====== Task inputs

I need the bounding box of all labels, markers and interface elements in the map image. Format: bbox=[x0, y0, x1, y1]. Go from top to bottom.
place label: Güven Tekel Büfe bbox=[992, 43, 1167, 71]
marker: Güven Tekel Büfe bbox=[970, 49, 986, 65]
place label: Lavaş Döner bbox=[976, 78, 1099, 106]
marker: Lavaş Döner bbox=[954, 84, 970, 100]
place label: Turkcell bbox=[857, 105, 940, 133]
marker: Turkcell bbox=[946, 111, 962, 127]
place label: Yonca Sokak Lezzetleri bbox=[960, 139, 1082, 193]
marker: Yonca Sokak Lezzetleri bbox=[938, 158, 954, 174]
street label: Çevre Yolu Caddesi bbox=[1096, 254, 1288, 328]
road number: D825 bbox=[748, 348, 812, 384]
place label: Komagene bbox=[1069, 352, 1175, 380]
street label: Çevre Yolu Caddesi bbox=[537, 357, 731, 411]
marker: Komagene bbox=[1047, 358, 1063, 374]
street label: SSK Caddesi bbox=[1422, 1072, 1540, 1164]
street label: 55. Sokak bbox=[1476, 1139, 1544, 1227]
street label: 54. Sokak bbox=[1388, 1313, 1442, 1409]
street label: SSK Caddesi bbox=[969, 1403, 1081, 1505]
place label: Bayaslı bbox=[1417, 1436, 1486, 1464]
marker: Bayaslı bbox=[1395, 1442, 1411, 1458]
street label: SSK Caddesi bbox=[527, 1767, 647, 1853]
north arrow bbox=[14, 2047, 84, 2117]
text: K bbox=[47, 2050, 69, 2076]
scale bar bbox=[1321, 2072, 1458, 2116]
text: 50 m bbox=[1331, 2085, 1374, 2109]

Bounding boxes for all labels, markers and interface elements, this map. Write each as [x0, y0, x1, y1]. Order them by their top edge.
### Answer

============

Would you restate word for word every line from the one holding "Bounding boxes for" to the end of the entries, both ends included?

Bounding boxes for all labels, markers and interface elements, this map. Write each as [x0, y0, x1, y1]. Order them by their top edge.
### Answer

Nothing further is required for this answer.